RAMALLAH, West Bank — Palestinians who live within the Green Line (Israel) are exposed increasingly to violence in their towns and villages. On May 28, Samar al-Khatib from Jaffa was killed and her friend wounded after their vehicle was shot at near Rishon LeZion. Abdul Salam Azba was shot May 26 by unknown men in front of his house in Qalansawe city.
A week earlier, two other violent crimes took place. On May 17, a man in Jaffa killed his two sisters, Noura and Hayat Moulouk, claiming they were dishonoring the family. On May 16, a woman in her 50s and her daughter were stabbed by an unknown person in Tiberias.
Violence and murder have run rampant in Palestinian communities in Israel. Naila Awwad, the director of the Association of Women Against Violence in Israel, blames the Israeli security institutions for these crimes. She told Al-Monitor, “The Palestinians live as a national minority in these areas and suffer discrimination and marginalization. We believe Israeli security institutions do not care about uncontrolled weapons and the pursuit and punishment of murderers.”
Awwad said that the murder of the Moulouk sisters could have been expected, because the killer had been in jail and was accused of violence and of being a threat to citizens. Local reports also stated that he had psychological problems, but the police ignored this and released him despite the family’s complaints about his fierce behavior.
Statistics collected by the Aman Center show that 25 murders among Arab Israelis have been reported since the beginning of 2018, including four murders in Jaffa in May, three of whom were women. In addition to the Moulouk sisters and Khatib, Rami Fatayarji was shot in al-Ajami neighborhood May 13.
Crime rates are on the rise in the Arab cities and villages in Israel. In 2015, the Aman Center reported 58 murders — 14 of those women. This figure rose to 64 murders including 10 women in 2016, and reached 72 murders including 10 women in 2017. Most of the killings were committed using firearms.

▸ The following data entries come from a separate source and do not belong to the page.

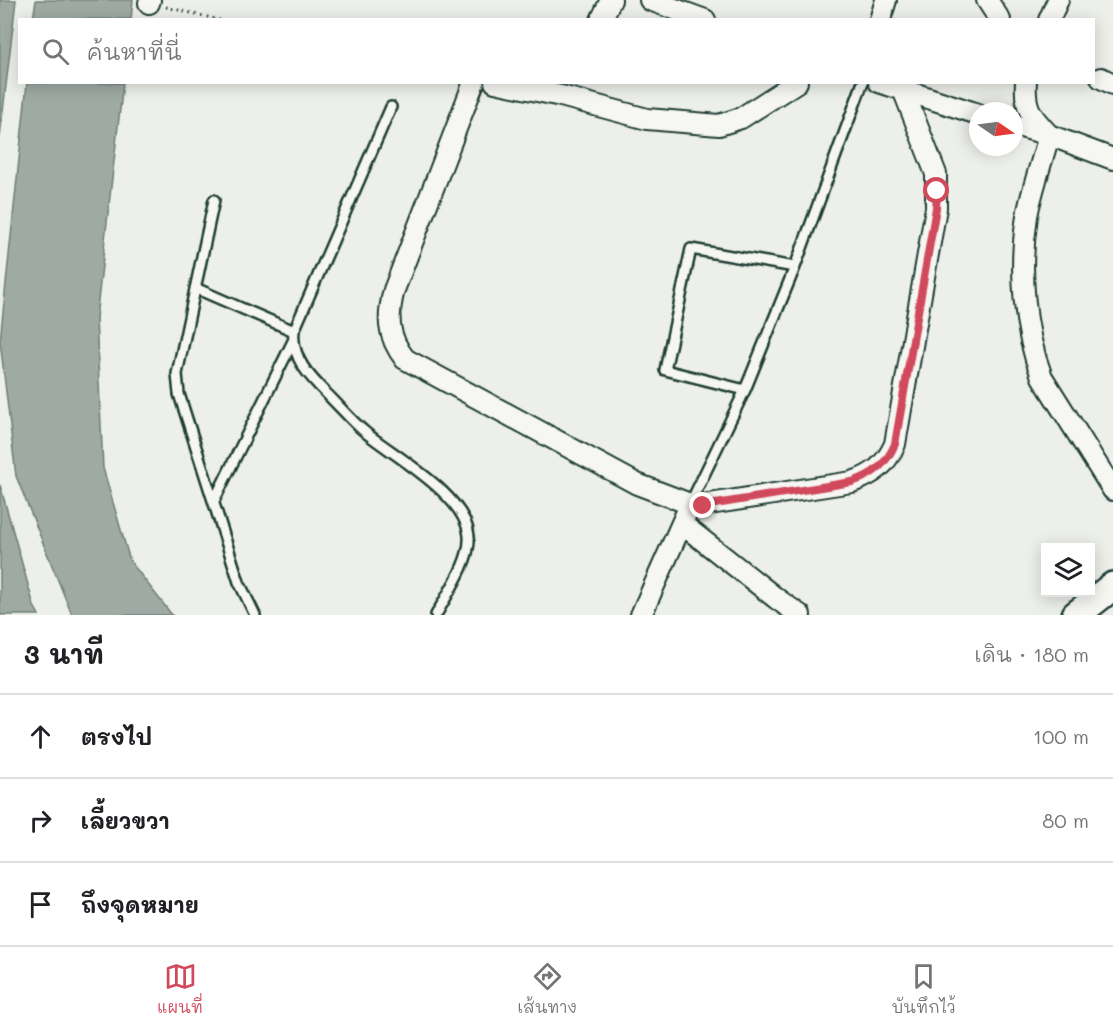 <!DOCTYPE html>
<html lang="th">
<meta charset="utf-8">
<style>
:root{--surface:#fff;--page:#f2f2f2;--text:#202124;--muted:#757577;--line:#e0e0e0;--accent:#d1495b}
body{margin:0;font-family:Mali,"Playpen Sans Thai",sans-serif;background:var(--page);color:var(--text)}
.controls{position:absolute;right:18px;bottom:18px;display:grid;overflow:hidden;border-radius:0px;box-shadow:0 3px 15px #0003}
.controls button{width:54px;height:54px;display:grid;place-items:center;padding:0;border:0;border-bottom:2px solid var(--line);background:var(--surface);color:var(--text);font:30px sans-serif}
.compass{position:absolute;left:969px;top:102px;width:54px;height:54px;border-radius:50%;background:var(--surface);box-shadow:0 3px 15px #0003;rotate:103deg}
.stop{position:absolute;width:18px;height:18px;margin:-14px;border:4px solid #d1495b;border-radius:50%;background:#fff}
.stop.end{background:#d1495b;border-color:#fff;box-shadow:0 2px 6px #0008}
.list{margin:0;padding:0;list-style:none}
h2{display:flex;justify-content:space-between;align-items:center;height:78px;margin:0;padding:0 24px;font-size:26px}
h2 small{font-size:20px;font-weight:400;color:var(--muted)}
.list li{display:grid;grid-template-columns:39px 1fr auto;gap:18px;align-items:center;box-sizing:border-box;height:84px;padding:0 24px;border-top:2px solid var(--line)}
.list b{display:block;font-size:22px;white-space:nowrap}
.list em{font-size:20px;font-style:normal;color:var(--muted)}
.icon{flex:none;width:33px;height:33px;fill:none;stroke:currentColor;stroke-width:2;stroke-linecap:round;stroke-linejoin:round}
.map{position:relative;flex:none;width:1113px;height:615px;overflow:hidden}
.search{position:absolute;background:var(--surface);box-shadow:0 3px 15px #0003;left:18px;right:18px;top:18px;height:66px;display:flex;align-items:center;gap:15px;box-sizing:border-box;padding:0 21px;border-radius:0px;color:var(--muted);font-size:22px}
.sheet{height:330px;background:var(--surface)}
nav{display:flex;justify-content:space-around;align-items:center;box-sizing:border-box;height:84px;border-top:2px solid var(--line);background:var(--surface);font-size:16px;color:var(--muted)}
nav a{display:grid;justify-items:center;gap:3px}
nav .on{color:var(--accent)}
.map>svg:first-child{display:block}
</style>
<div class="map">
<svg width="1113" height="615" viewBox="0 0 1113 615">
<rect width="100%" height="100%" fill="#edefea"/>
<filter id="ink" filterUnits="userSpaceOnUse"><feTurbulence type="fractalNoise" baseFrequency=".0167" numOctaves="2"/><feDisplacementMap in="SourceGraphic" scale="12" xChannelSelector="R" yChannelSelector="G"/><feConvolveMatrix kernelMatrix="1 2 1 2 8 2 1 2 1" color-interpolation-filters="sRGB"/></filter>
<g filter="url(#ink)">
<!-- water -->
<path fill="#9faaa4" stroke="#6c7e77" stroke-width="1.5" d="M0 0H16L0 137Z
M36 0H133L131 19H33Z
M27 83H123L96 318 103 468 130 561 172 615H72L16 476 0 341Z
M0 485 34 606 39 615H0Z"/>
<g fill="none" stroke-linecap="round" stroke-linejoin="round">
<defs>
<path id="service" d="M391 107 294 331C291 359 311 378 329 396 341 408 352 421 365 432 394 456 466 495 469 536 471 561 447 594 436 615
M214 200 177 374 179 394 239 582 255 615
M195 288 294 331
M745 390 665 370 691 249 795 267
M214 501 293 341
M690 504 745 390 795 267 863 82"/>
<path id="minor" d="M650 0 705 20
M987 0 1000 20
M149 3 150 0
M601 20 611 0
M880 20 886 0
M1049 20 1058 0
M1101 78 1113 84
M474 82 394 290C387 317 387 336 405 359L637 484 690 504 703 505 852 482C873 475 886 465 895 444L936 208V174L904 92
M495 82 561 96 647 119 719 125 741 118 797 82
M879 82 978 114
M1026 82C1024 109 1032 117 1049 135 1042 162 1032 189 1027 216 1019 267 1023 328 1042 377L1113 490
M1014 125 1049 135 1113 159
M682 524 777 599 800 615
M641 615 686 514"/>
<path id="secondary" d="M1076 615 1113 586"/>
</defs>
<!-- service casing -->
<use href="#service" stroke="#1f3d34" stroke-width="14"/>
<!-- minor casing -->
<use href="#minor" stroke="#1f3d34" stroke-width="24"/>
<!-- secondary casing -->
<use href="#secondary" stroke="#1f3d34" stroke-width="32"/>
<!-- path -->
<path stroke="#1f3d34" stroke-width="3" stroke-dasharray="1.5 4.5" stroke-linecap="butt" d="M166 7 220 20"/>
<!-- service -->
<use href="#service" stroke="#f6f6f2" stroke-width="9"/>
<!-- minor -->
<use href="#minor" stroke="#f6f6f2" stroke-width="20"/>
<!-- secondary -->
<use href="#secondary" stroke="#f6f6f2" stroke-width="27"/>
</g>
</g>
<g fill="none" stroke-linecap="round" stroke-linejoin="round" filter="url(#ink)">
<!-- route -->
<path stroke="#d1495b" stroke-width="8" d="M703 506 852 482C873 475 886 465 895 444L936 208 937 191"/>
</g>
</svg>
<div class="controls">
<button><svg class="icon" aria-label="layers" viewBox="0 0 24 24"><path d="M12 4l9 5-9 5-9-5zM3 14l9 5 9-5"/></svg></button>
</div>
<svg class="compass" viewBox="-18 -18 36 36"><path d="M0-13l5 13h-10z" fill="#e53935"/><path d="M0 13l5-13h-10z" fill="#757577"/></svg>
<div class="stop" style="left:937px;top:191px"></div>
<div class="stop end" style="left:703px;top:506px"></div>
<div class="search"><svg class="icon" aria-label="search" viewBox="0 0 24 24"><circle cx="10" cy="10" r="6"/><path d="M15 15l6 6"/></svg>ค้นหาที่นี่</div>
</div>
<section class="sheet">
<h2>3 นาที<small>เดิน · 180 m</small></h2>
<ul class="list">
<li><svg class="icon" aria-label="ahead" viewBox="0 0 24 24"><path d="M12 20V5M6 11l6-6 6 6"/></svg><div><b>ตรงไป</b></div><em>100 m</em></li>
<li><svg class="icon" aria-label="right" viewBox="0 0 24 24"><path d="M7 20v-9h11M14 6l5 5-5 5"/></svg><div><b>เลี้ยวขวา</b></div><em>80 m</em></li>
<li><svg class="icon" aria-label="arrive" viewBox="0 0 24 24"><path d="M6 21V4h12l-3 4 3 4H6"/></svg><div><b>ถึงจุดหมาย</b></div></li>
</ul>
</section>
<nav>
<a class="on"><svg class="icon" aria-label="map" viewBox="0 0 24 24"><path d="M3 6l6-2 6 2 6-2v14l-6 2-6-2-6 2zM9 4v14M15 6v14"/></svg>แผนที่</a>
<a><svg class="icon" aria-label="directions" viewBox="0 0 24 24"><path d="M12 3l9 9-9 9-9-9zM9 14v-3h6M13 9l2 2-2 2"/></svg>เส้นทาง</a>
<a><svg class="icon" aria-label="saved" viewBox="0 0 24 24"><path d="M7 4h10v16l-5-4-5 4z"/></svg>บันทึกไว้</a>
</nav>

Palestinian towns and municipalities within the Green Line are witnessing social and political protests against violence and the Israeli authorities’ slackening in fighting them. Dozens of political activists and civil society associations participated May 17 in a protest in Nazareth to denounce the violence against women. On May 6, a convoy of cars took off from the city of Umm al-Fahm toward the office of Israeli Prime Minister Benjamin Netanyahu in Jerusalem to ask him to fight crime and the spread of weapons.
The head of the Israeli Knesset’s Committee on the Status of Women and Gender Equality, Knesset member Aida Touma, told Al-Monitor that crimes run rampant in Arab villages and cities because the Israeli Police are unwilling to stop the criminals and investigate the crimes properly.
She said that 70% of murder cases that were committed in the past years in Arab communities in Israel have not been solved, with the perpetrators still at large.
Touma accused Israeli security forces of turning a blind eye to the spread of weapons, saying, “They do not want real weapons control because they know weapons are used against Palestinians. If they had any doubt weapons would be directed at the Jews, they would have turned our villages upside down to confiscate these arms.”
According to Arab 48 statistics based on official data, the presence of weapons in Palestinian communities in Israel is on the rise. In Israel, there are 400,000 unlicensed weapons, 80% of which are found in Palestinian communities.
Touma added, “Gangs in Palestinian society attract youths to join their ranks because of poverty, unemployment and lack of job opportunities. Youths are lured to make a quick buck.”
Director of Aman Center Reda Jaber told Al-Monitor, “The Palestinian communities in Israel have lost control because they are part of an Israeli system and don't have any power to impose order. The Israeli authorities do not enter Palestinian towns [and neighborhoods in mixed Jewish-Palestinian cities] to eliminate crime and fight violence.”
Jaber added, “Organized crime gangs in society are deep-rooted, and they control part of our lives. They sometimes interfere to solve disputes between people to get money and social status. They have become influential and dominant.”